In the complaint, dated October 11 and filed in a New York court, Telus said AMC is using strong-arm tactics to renegotiate terms of a long-standing deal, and that, contrary to AMC's claims, it has never breached the terms of that deal.
The Western Canada-focused company, which had about 750,000 television subscribers at the end of June, said that AMC had itself breached the agreement between the two parties, by attempting to terminate it without proper notice or justification.
AMC said it does not comment on pending litigation.
AMC, owned by AMC Networks, is riding a wave of popularity for several of its shows and is seeking to increase the amount it charges TV distributors to carry them.
Its cult zombie horror series, "The Walking Dead," drew its largest ever audience last weekend, with 16.1 million people watching the series premiere of one of America's most popular TV shows.

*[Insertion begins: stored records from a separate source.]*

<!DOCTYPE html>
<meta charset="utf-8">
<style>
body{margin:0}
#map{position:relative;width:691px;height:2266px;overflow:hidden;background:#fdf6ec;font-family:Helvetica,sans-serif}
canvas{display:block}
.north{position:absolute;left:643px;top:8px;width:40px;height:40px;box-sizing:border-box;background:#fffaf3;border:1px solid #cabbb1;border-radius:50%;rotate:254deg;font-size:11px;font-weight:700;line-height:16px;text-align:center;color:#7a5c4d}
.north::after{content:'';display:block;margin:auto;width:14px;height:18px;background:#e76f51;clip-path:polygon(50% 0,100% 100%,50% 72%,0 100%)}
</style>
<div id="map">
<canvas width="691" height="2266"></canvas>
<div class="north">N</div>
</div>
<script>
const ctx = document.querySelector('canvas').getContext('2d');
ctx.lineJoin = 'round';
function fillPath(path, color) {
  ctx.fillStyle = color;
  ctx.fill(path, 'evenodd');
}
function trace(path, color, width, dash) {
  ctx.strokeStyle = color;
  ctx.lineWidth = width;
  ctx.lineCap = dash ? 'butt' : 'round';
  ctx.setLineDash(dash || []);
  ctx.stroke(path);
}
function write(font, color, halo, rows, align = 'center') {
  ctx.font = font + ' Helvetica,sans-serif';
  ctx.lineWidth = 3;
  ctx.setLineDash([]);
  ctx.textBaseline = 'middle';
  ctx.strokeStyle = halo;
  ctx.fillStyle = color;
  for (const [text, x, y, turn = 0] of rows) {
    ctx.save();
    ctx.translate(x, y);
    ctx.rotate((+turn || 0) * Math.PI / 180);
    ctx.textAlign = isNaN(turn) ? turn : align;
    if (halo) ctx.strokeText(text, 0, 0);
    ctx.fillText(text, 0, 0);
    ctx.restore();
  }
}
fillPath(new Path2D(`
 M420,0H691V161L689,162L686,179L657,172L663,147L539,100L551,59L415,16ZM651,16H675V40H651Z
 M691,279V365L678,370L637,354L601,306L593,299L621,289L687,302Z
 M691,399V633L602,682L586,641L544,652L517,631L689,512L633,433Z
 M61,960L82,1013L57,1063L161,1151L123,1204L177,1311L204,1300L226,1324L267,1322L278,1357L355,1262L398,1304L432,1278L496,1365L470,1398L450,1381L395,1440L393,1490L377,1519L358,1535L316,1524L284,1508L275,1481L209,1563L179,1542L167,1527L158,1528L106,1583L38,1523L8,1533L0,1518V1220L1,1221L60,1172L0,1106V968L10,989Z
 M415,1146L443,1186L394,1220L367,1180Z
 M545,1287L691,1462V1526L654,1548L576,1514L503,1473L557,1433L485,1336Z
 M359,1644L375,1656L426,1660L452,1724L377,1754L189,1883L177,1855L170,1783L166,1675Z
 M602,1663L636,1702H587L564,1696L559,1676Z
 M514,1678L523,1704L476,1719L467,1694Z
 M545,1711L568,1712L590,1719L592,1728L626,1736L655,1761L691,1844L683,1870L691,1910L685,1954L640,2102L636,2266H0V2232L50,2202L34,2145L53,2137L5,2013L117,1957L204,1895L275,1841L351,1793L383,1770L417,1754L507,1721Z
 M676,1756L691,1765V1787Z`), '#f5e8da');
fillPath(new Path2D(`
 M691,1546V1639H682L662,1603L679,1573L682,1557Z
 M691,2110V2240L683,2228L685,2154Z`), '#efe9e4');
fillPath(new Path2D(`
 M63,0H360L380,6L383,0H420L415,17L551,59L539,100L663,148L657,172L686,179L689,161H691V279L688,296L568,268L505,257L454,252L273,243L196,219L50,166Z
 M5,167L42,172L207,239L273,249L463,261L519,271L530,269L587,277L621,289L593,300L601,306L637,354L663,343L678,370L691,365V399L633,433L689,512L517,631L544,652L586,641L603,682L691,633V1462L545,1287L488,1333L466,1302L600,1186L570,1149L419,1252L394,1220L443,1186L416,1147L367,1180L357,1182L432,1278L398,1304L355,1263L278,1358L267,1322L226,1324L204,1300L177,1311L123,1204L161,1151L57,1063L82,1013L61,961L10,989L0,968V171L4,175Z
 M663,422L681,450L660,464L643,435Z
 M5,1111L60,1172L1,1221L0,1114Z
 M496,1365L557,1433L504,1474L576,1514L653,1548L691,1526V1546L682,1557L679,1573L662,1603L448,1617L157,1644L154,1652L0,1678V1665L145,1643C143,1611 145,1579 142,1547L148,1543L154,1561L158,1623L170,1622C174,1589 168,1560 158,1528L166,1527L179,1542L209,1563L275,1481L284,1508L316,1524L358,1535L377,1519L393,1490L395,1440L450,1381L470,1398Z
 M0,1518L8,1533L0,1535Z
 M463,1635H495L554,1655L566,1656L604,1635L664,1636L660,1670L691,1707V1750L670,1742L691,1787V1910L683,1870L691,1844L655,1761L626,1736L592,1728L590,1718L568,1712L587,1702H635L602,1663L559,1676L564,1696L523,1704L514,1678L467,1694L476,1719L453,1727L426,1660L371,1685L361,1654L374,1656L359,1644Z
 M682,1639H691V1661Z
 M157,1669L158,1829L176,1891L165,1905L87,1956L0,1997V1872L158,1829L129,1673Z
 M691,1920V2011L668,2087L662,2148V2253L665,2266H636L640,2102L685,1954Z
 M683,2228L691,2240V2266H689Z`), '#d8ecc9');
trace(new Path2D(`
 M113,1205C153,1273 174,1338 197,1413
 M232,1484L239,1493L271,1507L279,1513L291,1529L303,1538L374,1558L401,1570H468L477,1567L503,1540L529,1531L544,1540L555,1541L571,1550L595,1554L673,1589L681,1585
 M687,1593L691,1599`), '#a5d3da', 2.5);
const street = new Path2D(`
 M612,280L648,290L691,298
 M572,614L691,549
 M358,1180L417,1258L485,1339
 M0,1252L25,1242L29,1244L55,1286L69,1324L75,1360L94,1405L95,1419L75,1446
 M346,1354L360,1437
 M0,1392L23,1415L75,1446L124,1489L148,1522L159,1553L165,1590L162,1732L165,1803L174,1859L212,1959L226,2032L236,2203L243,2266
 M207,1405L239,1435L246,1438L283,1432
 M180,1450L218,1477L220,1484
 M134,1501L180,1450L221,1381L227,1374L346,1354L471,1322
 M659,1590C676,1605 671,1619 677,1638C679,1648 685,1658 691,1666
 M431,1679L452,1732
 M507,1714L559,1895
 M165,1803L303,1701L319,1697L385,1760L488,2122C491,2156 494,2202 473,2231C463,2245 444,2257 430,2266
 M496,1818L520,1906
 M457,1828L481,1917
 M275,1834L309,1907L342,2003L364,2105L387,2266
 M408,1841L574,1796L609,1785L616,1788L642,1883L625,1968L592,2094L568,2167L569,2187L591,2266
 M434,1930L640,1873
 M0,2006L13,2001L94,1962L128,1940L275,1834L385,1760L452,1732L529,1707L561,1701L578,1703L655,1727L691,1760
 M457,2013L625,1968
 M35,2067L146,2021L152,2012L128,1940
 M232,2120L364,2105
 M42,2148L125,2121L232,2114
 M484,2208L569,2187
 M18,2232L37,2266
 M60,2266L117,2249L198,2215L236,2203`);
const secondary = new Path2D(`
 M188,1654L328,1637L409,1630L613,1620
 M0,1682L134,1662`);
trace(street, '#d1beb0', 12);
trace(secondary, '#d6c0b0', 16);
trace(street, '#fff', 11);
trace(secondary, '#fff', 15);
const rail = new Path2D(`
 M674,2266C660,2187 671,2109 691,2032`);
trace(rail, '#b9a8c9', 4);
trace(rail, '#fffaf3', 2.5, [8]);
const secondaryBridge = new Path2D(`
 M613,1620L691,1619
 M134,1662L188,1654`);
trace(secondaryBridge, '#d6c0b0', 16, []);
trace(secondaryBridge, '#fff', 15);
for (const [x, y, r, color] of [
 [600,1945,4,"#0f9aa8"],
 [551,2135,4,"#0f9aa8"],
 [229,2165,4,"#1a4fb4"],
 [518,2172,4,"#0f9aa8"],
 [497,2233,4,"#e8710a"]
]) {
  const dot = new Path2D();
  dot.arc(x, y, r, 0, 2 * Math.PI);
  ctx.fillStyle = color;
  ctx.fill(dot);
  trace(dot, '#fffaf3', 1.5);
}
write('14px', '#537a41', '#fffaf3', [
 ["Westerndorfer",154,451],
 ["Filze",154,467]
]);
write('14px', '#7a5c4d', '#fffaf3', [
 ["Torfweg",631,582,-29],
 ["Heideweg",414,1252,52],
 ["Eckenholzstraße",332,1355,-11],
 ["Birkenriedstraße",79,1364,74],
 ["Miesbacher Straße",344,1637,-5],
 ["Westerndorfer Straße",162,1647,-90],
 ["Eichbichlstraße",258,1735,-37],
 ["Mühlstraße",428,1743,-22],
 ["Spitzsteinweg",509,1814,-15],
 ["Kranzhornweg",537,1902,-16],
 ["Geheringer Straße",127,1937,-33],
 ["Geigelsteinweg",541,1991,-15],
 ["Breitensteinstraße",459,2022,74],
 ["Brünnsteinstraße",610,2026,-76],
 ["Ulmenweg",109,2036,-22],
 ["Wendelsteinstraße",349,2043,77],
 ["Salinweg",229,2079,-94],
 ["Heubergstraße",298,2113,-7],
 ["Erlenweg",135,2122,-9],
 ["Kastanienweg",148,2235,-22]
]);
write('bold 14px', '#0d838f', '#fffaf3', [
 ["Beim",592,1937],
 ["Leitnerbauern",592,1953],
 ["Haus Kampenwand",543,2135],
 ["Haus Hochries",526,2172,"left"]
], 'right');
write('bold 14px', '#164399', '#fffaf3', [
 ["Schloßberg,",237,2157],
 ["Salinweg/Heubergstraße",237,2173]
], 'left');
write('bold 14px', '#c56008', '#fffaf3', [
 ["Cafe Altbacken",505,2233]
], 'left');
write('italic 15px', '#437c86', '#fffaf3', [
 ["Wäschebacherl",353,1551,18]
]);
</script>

The company last month won an Emmy award for best drama for "Breaking Bad," about a meth-dealing high school teacher.
But Telus noted that series has ended its run and "Mad Men," another popular AMC show about the New York advertising world in the 1960s, is due to wrap up in early 2015.
Telus said that AMC is "seeking to capitalize on what it realizes may be fleeting success" and that AMC has no legal standing to terminate their deal, which was reached in early 2010 and runs to the end of 2014.
Telus also sought to stop AMC from broadcasting a scrolling message during the "Walking Dead" season premiere for Telus subscribers, telling them the service would soon be cut. The message was ultimately not used.
AMC earlier this year reached a multi-year deal with Canada's Rogers Communications Inc, a Telus rival, after using similarly public pressure tactics.
The filing is Telus Communications Company vs. American Movie Classics IV Holding Corp and Hibernia Media Llc, case number 13-CIV-7227.